Northeast Ohio Regional Sewer Dist. v. Bath Twp. (Slip Opinion)

French, J.,

concurring in part and dissenting in part.

{¶ 23} I agree with the majority that appellant, the Northeast Ohio Regional Sewer District (the “Sewer District”), has authority under both R.C. Chapter 6119 and its charter to implement a regional stormwater-management program, but I respectfully disagree with the majority’s conclusion that the Sewer District has statutory authority to finance that program by presently assessing the stormwater fees that are set out in Title V of its Code of Regulations, which implements the stormwater-management program. Accordingly, I concur in part and dissent in part.

{¶ 24} Both the majority opinion and Justice Kennedy’s dissent recognize that the Sewer District’s statutory authority over stormwater hinges, in part, upon the meaning of the term “waste water” in R.C. 6119.01(B) and, specifically, upon whether that term includes uncontaminated stormwater. I agree with the majority opinion that R.C. 6119.011(K) is unambiguous. It defines “waste water” as encompassing two types of water: (1) “any storm water” and (2) “any water containing sewage or industrial waste or other pollutants or contaminants derived from the prior use of the water.”1 Under R.C. 6119.01(B), the Sewer District has authority to collect, treat, and dispose of stormwater, whether or not it contains sewage, industrial waste or other pollutants.

{¶ 25} Other provisions in R.C. Chapter 6119 reinforce the Sewer District’s statutory authority over stormwater. A regional water and sewer district’s broad *393authority includes the authority to acquire, construct, improve, maintain, repair, and operate water-resource projects, including waste-water facilities and water-management facilities. R.C. 6119.011(G) and (S); R.C. 6119.06(G). Both “waste water facilities” and “water management facilities” encompass facilities dealing with stormwater. R.C. 6119.011(L) and (M). Additionally, R.C. 6119.19 states that “the board of trustees of a regional water and sewer district may provide a system of sanitary and/or storm water sewerage, herein referred to only as sewerage, for any part of the area included within the district.” (Emphasis added.) Based upon these provisions and the statutory definition of “waste water,” which encompasses stormwater, I agree with the majority’s conclusion that the Sewer District has the authority to manage stormwater.

{¶26} I likewise agree with the majority that the Sewer District’s charter authorizes it to implement a regional stormwater-management program.

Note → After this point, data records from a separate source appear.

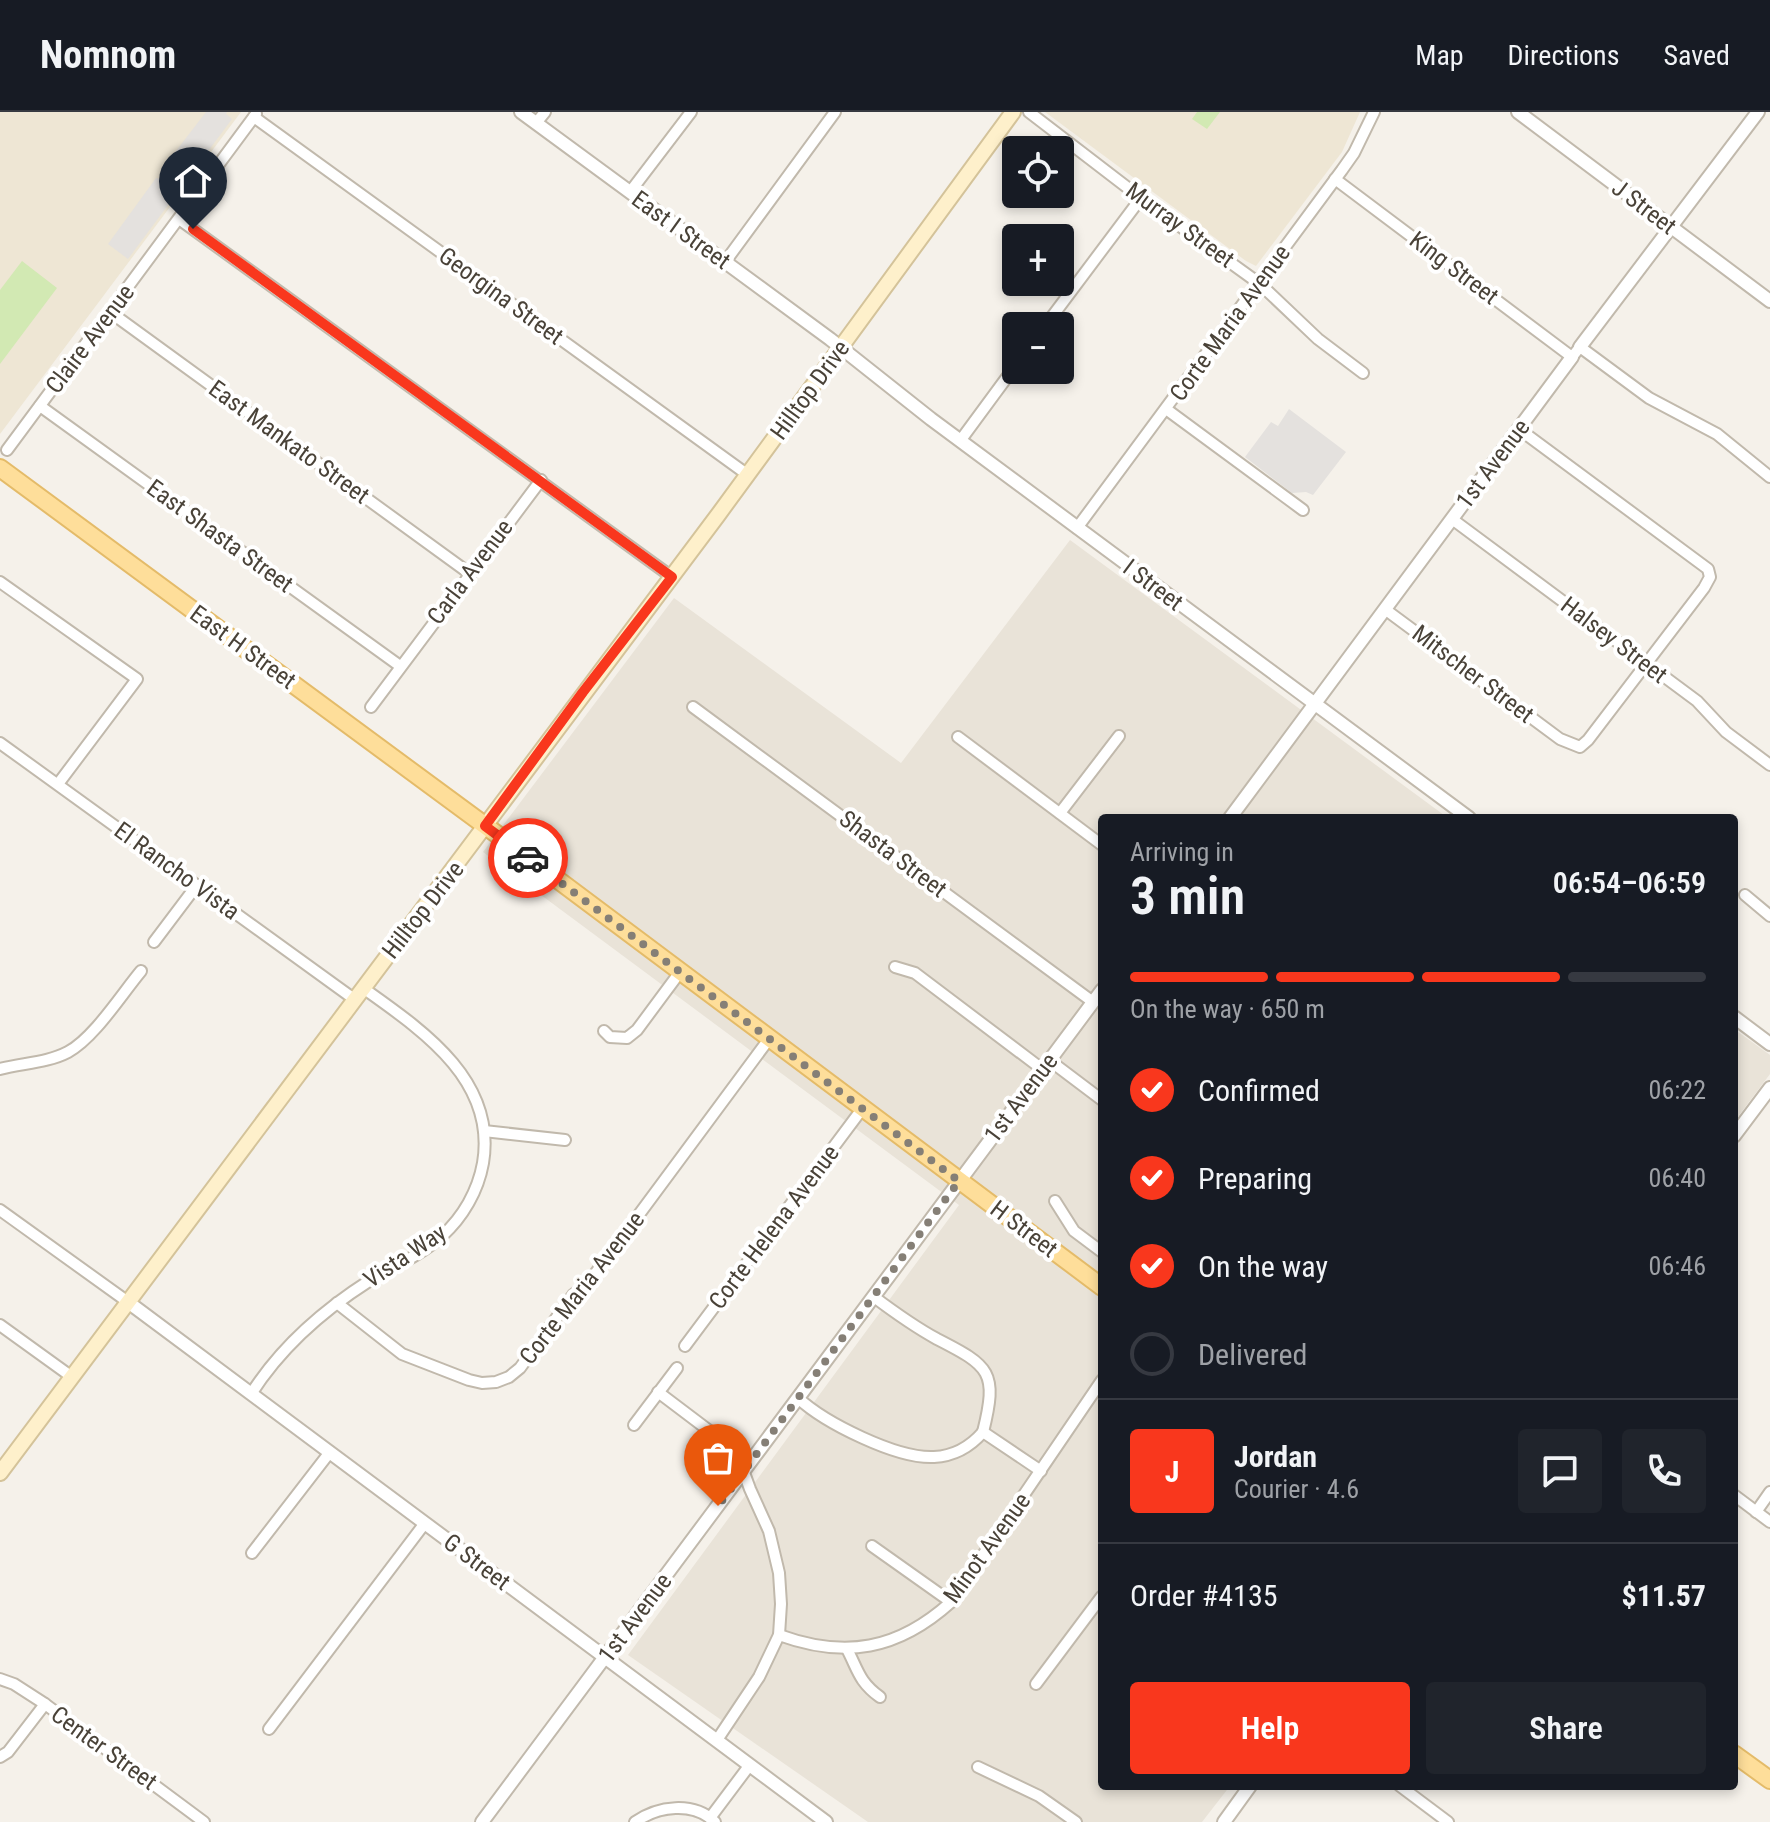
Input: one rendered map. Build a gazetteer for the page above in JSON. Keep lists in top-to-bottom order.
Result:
{
  "streets": {
    "main road": ["Hilltop Drive", "East H Street", "H Street"],
    "street": [
      "J Street",
      "Murray Street",
      "East I Street",
      "King Street",
      "Georgina Street",
      "Corte Maria Avenue",
      "Claire Avenue",
      "East Mankato Street",
      "1st Avenue",
      "East Shasta Street",
      "Carla Avenue",
      "I Street",
      "Halsey Street",
      "Mitscher Street",
      "Shasta Street",
      "El Rancho Vista",
      "Corte Helena Avenue",
      "Vista Way",
      "Minot Avenue",
      "G Street",
      "Center Street"
    ]
  },
  "crossings": [
    ["J Street", "1st Avenue"],
    ["Murray Street", "Corte Maria Avenue"],
    ["East I Street", "Hilltop Drive"],
    ["East I Street", "I Street"],
    ["King Street", "Corte Maria Avenue"],
    ["King Street", "1st Avenue"],
    ["Georgina Street", "Claire Avenue"],
    ["Georgina Street", "Hilltop Drive"],
    ["Corte Maria Avenue", "I Street"],
    ["Corte Maria Avenue", "H Street"],
    ["Corte Maria Avenue", "Vista Way"],
    ["Claire Avenue", "East Mankato Street"],
    ["Claire Avenue", "East Shasta Street"],
    ["Hilltop Drive", "I Street"],
    ["Hilltop Drive", "East H Street"],
    ["Hilltop Drive", "El Rancho Vista"],
    ["Hilltop Drive", "H Street"],
    ["Hilltop Drive", "Vista Way"],
    ["Hilltop Drive", "G Street"],
    ["East Mankato Street", "Carla Avenue"],
    ["1st Avenue", "I Street"],
    ["1st Avenue", "Halsey Street"],
    ["1st Avenue", "Mitscher Street"],
    ["1st Avenue", "Shasta Street"],
    ["1st Avenue", "H Street"],
    ["1st Avenue", "G Street"],
    ["East Shasta Street", "Carla Avenue"],
    ["Halsey Street", "Mitscher Street"],
    ["East H Street", "H Street"],
    ["El Rancho Vista", "Vista Way"],
    ["Corte Helena Avenue", "H Street"],
    ["Vista Way", "G Street"]
  ],
  "page": {
    "header": "Nomnom",
    "nav": ["Map", "Directions", "Saved"],
    "map_buttons": ["+", "−"],
    "heading": ["3 min", "Arriving in", "06:54–06:59"],
    "panel": [
      "Jordan",
      "Courier · 4.6",
      "Order #4135",
      "$11.57"
    ],
    "bar": "On the way · 650 m",
    "list": [
      ["Confirmed", "06:22"],
      ["Preparing", "06:40"],
      ["On the way", "06:46"],
      "Delivered"
    ],
    "round": "J",
    "buttons": ["Help", "Share"]
  }
}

The charter tracks the language of R.C. 6119.01(B) and states the Sewer District’s purpose as “the establishment of a total wastewater control system for the collection, treatment and disposal of wastewater within and without the District.” In re Establishment of Cleveland Regional Sewer Dist., Cuyahoga C.P. No. SD 69411 (May 25, 1979), Exhibit A, ¶4. In light of the inclusion of stormwater within the preexisting statutory definition of “waste water,” the charter authorizes the Sewer District to establish a stormwater-management system, consistent with R.C. Chapter 6119.

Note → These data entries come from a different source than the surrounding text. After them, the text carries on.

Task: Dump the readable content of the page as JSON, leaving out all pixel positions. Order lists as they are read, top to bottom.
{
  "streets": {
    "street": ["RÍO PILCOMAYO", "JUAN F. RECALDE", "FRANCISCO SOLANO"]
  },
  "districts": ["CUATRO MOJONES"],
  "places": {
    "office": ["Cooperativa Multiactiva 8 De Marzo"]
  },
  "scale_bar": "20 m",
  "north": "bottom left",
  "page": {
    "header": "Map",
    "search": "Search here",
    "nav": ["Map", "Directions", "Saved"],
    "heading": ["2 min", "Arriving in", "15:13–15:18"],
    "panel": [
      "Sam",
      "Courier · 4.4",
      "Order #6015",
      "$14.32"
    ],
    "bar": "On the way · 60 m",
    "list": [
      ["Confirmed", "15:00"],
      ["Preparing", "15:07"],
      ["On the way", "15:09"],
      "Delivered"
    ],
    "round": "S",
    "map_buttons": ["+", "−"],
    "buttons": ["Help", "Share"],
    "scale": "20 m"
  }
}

{¶ 27} Water pollution, stemming from “[t]he increase in the amount of wastewater in the Metropolitan Cleveland area resulting from the increase in population and the expansion of industry in the many political subdivisions outside of the City of Cleveland,” was a driving force behind the creation of the Sewer District. Id. at ¶ 3. The charter authorizes the Sewer District to “plan, finance, construct, operate and control wastewater treatment and disposal facilities, major interceptor sewers, all sewer regulator systems and devices, weirs, retaining basins, storm water handling facilities, and all other water pollution control facilities of the District.” Id. at ¶ 5(c)(1). But the charter also expressly authorizes the Sewer District to undertake stormwater-control measures. Paragraph 5(m), which governs the Sewer District’s authority with respect to “Local Sewerage Collection Facilities and Systems,” states that “[t]he District shall have authority pursuant to Chapter 6119 of the Ohio Revised Code to plan, finance, construct, maintain, operate, and regulate local sewerage collection facilities and systems within the District, including both storm, and sanitary sewer systems.” (Emphasis added.) And paragraph 5(m)(3) specifically directs the Sewer District to “develop a detailed integrated capital improvement plan for regional management of wastewater collection and storm drainage designed to identify a capital improvement program for the solution of all intercommunity drainage problems (both storm and sanitary) in the District.”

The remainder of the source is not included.